正直言って僕は大親友である彼のことが大嫌いだった。 姿を見る度に殴ってしまいてえ、なんて思ったし彼が自分の前を歩いていると蹴飛ばしたくなったりもした。 それでも僕が彼と仲良くしていたのは、やはり少しの羨望が心のどこかに巣喰っていたからなのだろう。 よくありがちな話だが、彼は僕と違って純真だったのだ。 その純真さが僕を腹立たせ苛立たせ、でも傍に居させた。


彼はよく僕に「好き」という言葉を好き好んで使っていた。 お前のそういう所が好きだだとか今日着ている服が好きだだとか、 あるいは「好き」という言葉を使わずとも意味的に好意を示す言葉が一際目立っていた。 それに対して僕は「ああ、僕も君のこういう所が好きなんだ」なんていう言葉を吐いて返す。 けして「大嫌いだ」とは言えなかった。

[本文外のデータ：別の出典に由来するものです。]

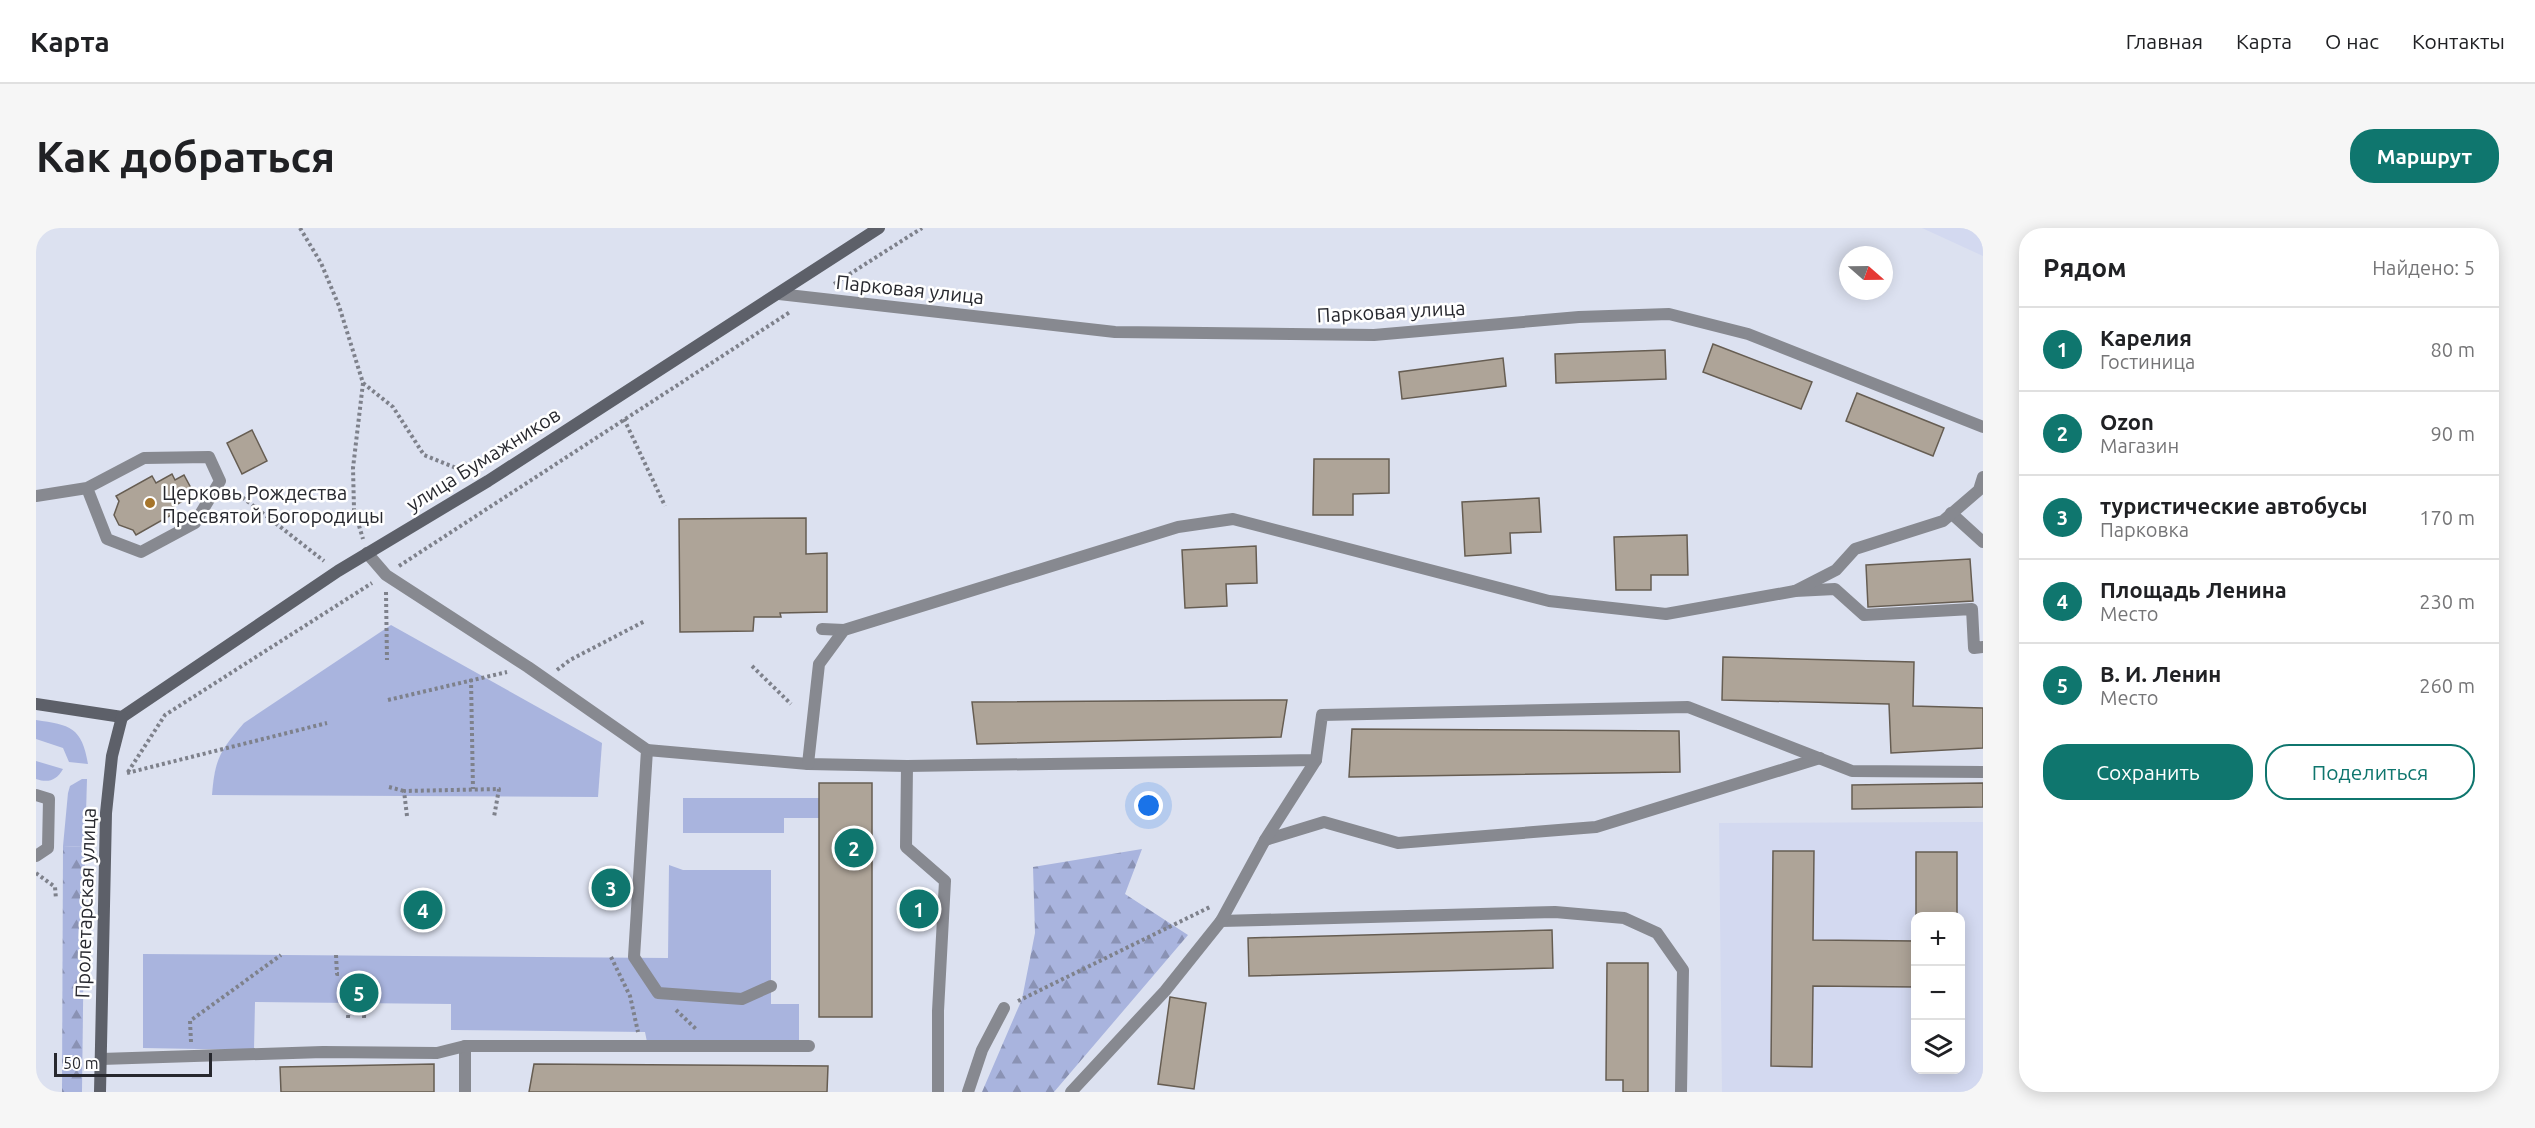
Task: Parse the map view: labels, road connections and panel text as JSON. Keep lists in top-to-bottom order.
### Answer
{
  "streets": {
    "street": ["Парковая улица", "улица Бумажников", "Пролетарская улица"]
  },
  "crossings": [
    ["Парковая улица", "улица Бумажников"],
    ["улица Бумажников", "Пролетарская улица"]
  ],
  "places": ["Церковь Рождества Пресвятой Богородицы"],
  "scale_bar": "50 m",
  "north": "right",
  "page": {
    "header": "Карта",
    "nav": [
      "Главная",
      "Карта",
      "О нас",
      "Контакты"
    ],
    "buttons": [
      "Маршрут",
      ["Сохранить", "Поделиться"]
    ],
    "title": "Как добраться",
    "heading": ["Рядом", "Найдено: 5"],
    "list": [
      {
        "mark": "1",
        "name": "Карелия",
        "note": "Гостиница",
        "value": "80 m"
      },
      {
        "mark": "2",
        "name": "Ozon",
        "note": "Магазин",
        "value": "90 m"
      },
      {
        "mark": "3",
        "name": "туристические автобусы",
        "note": "Парковка",
        "value": "170 m"
      },
      {
        "mark": "4",
        "name": "Площадь Ленина",
        "note": "Место",
        "value": "230 m"
      },
      {
        "mark": "5",
        "name": "В. И. Ленин",
        "note": "Место",
        "value": "260 m"
      }
    ],
    "pins": [
      "2",
      "3",
      "1",
      "4",
      "5"
    ],
    "map_buttons": ["+", "−"],
    "scale": "50 m"
  }
}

言えるはずが無い。 だって僕達は親友だったのだから。






傘を閉じて軽く玄関先で水滴を払ってから靴を無造作に脱ぎ捨てた。傘は適当に放っておいた。 リビングで晩飯を作っているであろう母に一応ただいまと軽く声をかけてから自室に入る。 ザア、と雨の音が止まない。 雨の所為か少し湿気っている部屋は何故か今の僕の体には酷く重い物に感じる。 その重さに身を委ねてベッドに体を埋めるとキシリとスプリングが軋む音が聞こえた。


ポケットの中へ入れた僕に宛てられたその手紙は封を開けた時のような原型を留めておらず、 ぐしゃりと乱雑に刻み込まれた皺が目立っている。 おまけに湿気の所為で柔くなっていたのか、今もう一度広げようとしたところでその手紙は縦に歪な形で破れてしまった。 インクで書かれた文字も所々が滲んでいてよく分からない所がある。 ・・・もう一度読み直しても意味のないものなのだけれど。


親の都合で転校――転校と言っても海外なのだが、まあそれもよくありがちな展開だ。 そして彼は僕を悲しませまいとして他の友人に「俺が行った後にこれを渡してくれ」と言いこの手紙を俺に宛てたのである。 笑わせるな。誰が悲しんでるっていうんだ。 寧ろこっちは清々しい気分なのだ。これでもう苛立つことも腹立たしく思うことも羨望の目でお前を見つめることもないのだから。


(・・・あ、好きだって言わなくてもいいのか)


散々言われてきた言葉。中身もなく空虚なままで返した言葉。 そんな言葉ももう言う必要がないのだ。 なら、なら今こそ言いたかった言葉を吐き出すべきなのではないか。 最初はぽつりと呟いただけだったのだが、


「嫌いだ」


「・・・嫌いだ、嫌いだ、嫌いだ嫌いだ嫌いだ大嫌いだ――」


罵り貶し嘲笑っては憤り、訴え嘆き責めては呪い憎しんだ。 姿の見えない彼に向かって何度も何度も叫び続けた。 それは一度吐き出すと止まらなくてほんの一瞬だけ外で降り続ける雨みたいだと思った。 ああ、でも気持ち悪い。とても気持ち悪い。 何故だろうこんなにも言いたくて仕方の無い言葉だったじゃないか。 なのにどうしてか言っても言ってもどこか心が歯痒くてたまらないのだ。 それどころかあんなにも言いたかったこの暴言を吐きたくないとまで感じ始めてきている。 不意に彼の顔を思い出した。とても純真だった。やっぱり苛立った。


(――っ、・・・・・・、くそっ)


手元にあった日捲りカレンダーを、まだ引き千切る時ではないのに強引に一頁引き千切った。 罪滅ぼしの為なんかじゃ、ない。ただ明日が来ればいいと思っただけのことだ。 ・・・本当に、それだけのことなの だ。


周りの人達よりも少しだけ早く僕は3月31日を捨てた。